How much wisdom is there in Digg?
I'm in the middle of The Wisdom of Crowds so I found this story about alleged Digg stylesheet thief Steve Mallett, and subsequent follow-ups, quite interesting. Nat Torkington summed up the story well on O'Reilly Radar:
The main claim of stealing CSS was superficially true, but substantially false.
In the meantime, of course, there's a small matter of hundreds of thousands of readers and thousands of active voters voting up the article about how "O'Reilly writer Steve Mallett" is a thief and a spammer. Only if you took the time to read through the hundreds of comments do you get to intrepid readers who tracked the copying back through Pligg (kudos to Digg reader caldroun, who was the first to identify pligg).

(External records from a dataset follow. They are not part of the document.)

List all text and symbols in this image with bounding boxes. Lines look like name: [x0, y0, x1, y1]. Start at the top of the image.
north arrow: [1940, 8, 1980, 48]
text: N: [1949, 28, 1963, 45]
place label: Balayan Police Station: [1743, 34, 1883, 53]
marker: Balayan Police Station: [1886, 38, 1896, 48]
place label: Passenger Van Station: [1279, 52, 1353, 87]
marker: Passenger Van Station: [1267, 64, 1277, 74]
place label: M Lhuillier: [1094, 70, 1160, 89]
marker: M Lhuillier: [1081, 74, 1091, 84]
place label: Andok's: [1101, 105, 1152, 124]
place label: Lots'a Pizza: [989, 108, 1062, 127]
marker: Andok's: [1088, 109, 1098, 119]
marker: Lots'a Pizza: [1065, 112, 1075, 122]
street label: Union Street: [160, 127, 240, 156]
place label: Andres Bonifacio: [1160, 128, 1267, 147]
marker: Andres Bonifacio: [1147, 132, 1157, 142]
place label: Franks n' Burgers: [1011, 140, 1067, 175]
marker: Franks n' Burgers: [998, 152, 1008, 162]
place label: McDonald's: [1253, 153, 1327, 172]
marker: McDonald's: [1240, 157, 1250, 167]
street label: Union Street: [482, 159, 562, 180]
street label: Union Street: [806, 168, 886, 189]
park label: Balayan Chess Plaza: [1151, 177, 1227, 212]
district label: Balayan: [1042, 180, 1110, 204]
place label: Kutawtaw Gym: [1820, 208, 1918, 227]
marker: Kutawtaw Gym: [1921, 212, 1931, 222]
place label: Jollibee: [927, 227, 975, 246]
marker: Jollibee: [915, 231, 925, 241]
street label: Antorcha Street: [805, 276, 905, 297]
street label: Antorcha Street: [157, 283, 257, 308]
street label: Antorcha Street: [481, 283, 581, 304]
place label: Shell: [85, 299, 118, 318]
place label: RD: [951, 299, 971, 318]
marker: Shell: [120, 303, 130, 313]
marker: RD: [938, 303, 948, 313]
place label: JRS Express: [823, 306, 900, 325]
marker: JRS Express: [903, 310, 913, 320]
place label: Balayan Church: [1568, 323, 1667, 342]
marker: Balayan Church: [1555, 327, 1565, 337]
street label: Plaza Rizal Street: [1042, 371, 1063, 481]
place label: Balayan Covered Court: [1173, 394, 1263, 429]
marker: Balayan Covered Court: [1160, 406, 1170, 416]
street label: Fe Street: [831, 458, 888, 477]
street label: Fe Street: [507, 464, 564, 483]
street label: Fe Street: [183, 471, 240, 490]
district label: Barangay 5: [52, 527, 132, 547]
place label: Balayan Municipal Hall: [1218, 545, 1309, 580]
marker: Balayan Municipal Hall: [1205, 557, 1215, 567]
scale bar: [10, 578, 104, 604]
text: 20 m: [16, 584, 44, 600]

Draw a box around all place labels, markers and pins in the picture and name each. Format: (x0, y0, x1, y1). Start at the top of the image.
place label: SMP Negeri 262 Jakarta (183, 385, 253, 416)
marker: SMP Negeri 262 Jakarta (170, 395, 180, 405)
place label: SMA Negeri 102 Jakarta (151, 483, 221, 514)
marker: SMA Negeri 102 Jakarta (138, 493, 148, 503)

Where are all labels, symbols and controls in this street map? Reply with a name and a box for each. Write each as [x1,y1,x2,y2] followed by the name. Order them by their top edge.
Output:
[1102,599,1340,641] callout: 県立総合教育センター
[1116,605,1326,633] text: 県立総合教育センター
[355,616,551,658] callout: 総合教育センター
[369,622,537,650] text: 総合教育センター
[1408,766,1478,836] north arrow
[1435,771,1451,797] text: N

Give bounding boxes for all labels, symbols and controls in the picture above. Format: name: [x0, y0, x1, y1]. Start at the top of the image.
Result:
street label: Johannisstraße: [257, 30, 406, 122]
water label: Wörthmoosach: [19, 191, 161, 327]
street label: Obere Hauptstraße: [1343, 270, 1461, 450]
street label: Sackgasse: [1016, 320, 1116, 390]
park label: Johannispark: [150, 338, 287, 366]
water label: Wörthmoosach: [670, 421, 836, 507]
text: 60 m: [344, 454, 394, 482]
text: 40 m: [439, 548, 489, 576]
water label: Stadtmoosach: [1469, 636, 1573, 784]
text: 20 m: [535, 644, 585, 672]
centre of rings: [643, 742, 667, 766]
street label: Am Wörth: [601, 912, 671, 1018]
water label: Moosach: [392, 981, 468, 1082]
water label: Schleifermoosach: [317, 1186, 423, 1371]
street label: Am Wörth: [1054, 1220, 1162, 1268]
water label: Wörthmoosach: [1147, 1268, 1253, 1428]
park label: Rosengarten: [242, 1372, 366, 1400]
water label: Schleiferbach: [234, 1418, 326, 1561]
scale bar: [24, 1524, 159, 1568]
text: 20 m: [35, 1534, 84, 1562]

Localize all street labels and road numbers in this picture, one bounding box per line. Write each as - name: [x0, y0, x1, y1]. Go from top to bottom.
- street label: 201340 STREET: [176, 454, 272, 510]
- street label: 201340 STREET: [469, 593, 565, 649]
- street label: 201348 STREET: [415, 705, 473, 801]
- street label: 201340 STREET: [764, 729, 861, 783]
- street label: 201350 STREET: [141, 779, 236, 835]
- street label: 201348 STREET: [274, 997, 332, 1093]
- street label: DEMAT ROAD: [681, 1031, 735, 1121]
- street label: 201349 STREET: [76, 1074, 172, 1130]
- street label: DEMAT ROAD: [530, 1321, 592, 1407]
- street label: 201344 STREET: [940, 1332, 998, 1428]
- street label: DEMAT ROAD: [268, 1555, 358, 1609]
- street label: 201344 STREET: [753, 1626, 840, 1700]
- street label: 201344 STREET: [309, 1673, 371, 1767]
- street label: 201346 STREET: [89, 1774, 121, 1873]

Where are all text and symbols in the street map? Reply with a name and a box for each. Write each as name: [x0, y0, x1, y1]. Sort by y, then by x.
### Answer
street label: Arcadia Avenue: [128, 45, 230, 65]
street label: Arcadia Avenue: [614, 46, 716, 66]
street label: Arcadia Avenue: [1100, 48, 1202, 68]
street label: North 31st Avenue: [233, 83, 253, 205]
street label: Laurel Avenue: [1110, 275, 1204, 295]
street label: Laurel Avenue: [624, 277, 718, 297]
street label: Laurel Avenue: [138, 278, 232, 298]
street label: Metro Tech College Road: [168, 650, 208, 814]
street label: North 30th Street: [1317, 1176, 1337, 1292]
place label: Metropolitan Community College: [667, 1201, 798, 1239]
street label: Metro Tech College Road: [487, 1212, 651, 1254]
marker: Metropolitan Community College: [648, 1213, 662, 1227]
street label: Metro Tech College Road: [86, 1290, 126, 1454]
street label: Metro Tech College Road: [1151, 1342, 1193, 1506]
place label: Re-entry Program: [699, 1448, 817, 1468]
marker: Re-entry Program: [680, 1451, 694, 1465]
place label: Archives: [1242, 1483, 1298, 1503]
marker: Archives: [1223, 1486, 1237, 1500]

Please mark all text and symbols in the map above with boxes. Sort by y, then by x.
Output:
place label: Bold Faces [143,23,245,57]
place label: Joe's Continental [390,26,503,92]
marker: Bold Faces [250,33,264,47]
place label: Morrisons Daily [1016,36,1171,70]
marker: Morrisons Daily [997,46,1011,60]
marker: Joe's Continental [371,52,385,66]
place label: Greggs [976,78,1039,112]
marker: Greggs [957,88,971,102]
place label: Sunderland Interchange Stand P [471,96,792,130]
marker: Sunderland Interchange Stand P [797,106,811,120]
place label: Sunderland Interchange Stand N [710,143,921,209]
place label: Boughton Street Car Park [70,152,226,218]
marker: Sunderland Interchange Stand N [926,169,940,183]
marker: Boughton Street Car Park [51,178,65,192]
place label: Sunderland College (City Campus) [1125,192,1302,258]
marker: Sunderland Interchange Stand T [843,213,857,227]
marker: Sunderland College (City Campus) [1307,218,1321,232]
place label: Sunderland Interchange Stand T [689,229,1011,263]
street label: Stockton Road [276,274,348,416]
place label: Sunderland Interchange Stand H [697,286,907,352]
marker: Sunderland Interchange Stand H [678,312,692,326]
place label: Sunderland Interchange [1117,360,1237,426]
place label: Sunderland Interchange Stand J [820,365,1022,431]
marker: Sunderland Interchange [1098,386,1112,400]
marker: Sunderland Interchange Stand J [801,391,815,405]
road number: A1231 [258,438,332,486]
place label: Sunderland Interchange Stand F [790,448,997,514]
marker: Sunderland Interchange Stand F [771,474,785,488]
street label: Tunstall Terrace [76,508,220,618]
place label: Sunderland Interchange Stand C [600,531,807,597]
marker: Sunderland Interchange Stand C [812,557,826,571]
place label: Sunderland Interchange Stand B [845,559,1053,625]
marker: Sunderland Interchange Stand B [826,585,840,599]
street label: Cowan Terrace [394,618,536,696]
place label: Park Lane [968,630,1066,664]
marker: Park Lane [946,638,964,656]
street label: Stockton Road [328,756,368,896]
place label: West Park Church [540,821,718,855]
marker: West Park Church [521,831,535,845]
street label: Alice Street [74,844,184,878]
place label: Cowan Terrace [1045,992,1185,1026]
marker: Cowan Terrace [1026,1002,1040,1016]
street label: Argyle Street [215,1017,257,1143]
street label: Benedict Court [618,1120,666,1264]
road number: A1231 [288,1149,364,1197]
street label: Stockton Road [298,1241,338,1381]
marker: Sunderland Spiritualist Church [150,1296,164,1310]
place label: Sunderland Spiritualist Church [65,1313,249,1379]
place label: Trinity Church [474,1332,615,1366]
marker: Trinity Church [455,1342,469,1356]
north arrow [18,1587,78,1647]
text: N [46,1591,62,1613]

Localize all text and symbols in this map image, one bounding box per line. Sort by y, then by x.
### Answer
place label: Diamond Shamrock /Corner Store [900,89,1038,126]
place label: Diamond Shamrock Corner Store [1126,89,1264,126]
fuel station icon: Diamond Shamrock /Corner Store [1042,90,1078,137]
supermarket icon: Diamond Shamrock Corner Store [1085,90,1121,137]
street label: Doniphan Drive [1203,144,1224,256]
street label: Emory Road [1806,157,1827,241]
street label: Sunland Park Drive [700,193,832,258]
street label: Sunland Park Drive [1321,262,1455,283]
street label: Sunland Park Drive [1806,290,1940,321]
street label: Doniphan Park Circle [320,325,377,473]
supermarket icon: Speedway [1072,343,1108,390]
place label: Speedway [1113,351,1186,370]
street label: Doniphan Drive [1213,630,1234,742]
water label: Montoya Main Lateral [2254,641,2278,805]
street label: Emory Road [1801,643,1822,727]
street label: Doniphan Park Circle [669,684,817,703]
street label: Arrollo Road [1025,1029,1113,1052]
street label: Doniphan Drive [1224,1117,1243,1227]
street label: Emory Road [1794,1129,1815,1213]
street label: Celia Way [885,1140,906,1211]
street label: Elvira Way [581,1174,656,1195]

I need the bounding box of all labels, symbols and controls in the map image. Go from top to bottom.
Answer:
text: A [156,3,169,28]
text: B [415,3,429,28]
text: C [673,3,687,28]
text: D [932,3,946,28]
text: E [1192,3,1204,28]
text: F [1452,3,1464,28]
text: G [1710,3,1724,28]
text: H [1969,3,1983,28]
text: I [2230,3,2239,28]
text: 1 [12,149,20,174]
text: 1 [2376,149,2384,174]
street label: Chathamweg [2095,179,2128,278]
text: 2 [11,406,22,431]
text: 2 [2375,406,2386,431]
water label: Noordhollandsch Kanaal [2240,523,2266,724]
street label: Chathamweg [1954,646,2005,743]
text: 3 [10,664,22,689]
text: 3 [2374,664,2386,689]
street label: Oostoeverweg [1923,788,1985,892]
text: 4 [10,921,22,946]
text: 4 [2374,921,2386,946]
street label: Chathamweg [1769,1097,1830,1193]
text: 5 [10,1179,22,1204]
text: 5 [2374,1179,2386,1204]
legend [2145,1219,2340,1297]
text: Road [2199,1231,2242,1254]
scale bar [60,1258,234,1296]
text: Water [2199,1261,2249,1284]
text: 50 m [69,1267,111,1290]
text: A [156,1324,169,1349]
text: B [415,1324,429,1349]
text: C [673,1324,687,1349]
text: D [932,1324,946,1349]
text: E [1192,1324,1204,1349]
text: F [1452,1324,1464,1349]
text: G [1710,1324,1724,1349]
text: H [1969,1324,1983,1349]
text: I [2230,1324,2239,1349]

But it was obvious by the rapidly-increasing Digg count that nobody was doing research (or even reading to see whether the claim had been refuted), they were simply indicating their condemnation of someone who had transgressed against the Digg community.
At the end of the post, Nat concludes:
This is a classic Web 2.0 problem: it's hard to aggregate the wisdom of the crowd without aggregating their madness as well.
Actually, this seems a lot like an information cascade (aka "bandwagon effect"), which happens when people start imitating others' choices rather than making their own. There's nothing particularly Web 2.0 about an information cascade--it happens in the media and markets--except that the web is an efficient way of aggregating choices quickly. (Digg especially, since it only has one "vote" value, and it's positive. Update: Sorry, I pulled the trigger on this too quickly. Digg has multiple ways to vote down a story, but only one way to vote up. Still, the emphasis is on "digging.")
Which makes me wonder: how much "wisdom" is there in Digg? Are other popular links just a result of "me too" voting? And how would you know?
And considering the web is now an exposure economy, how would you design a system where popularity is a better reflection of quality? What if you gave each user a dollar to bet for or against certain stories each day (and then paid the winners)? I don't know exactly, but there has to be a way of injecting crowd wisdom into an editorial system that's better than a simple "Digg it."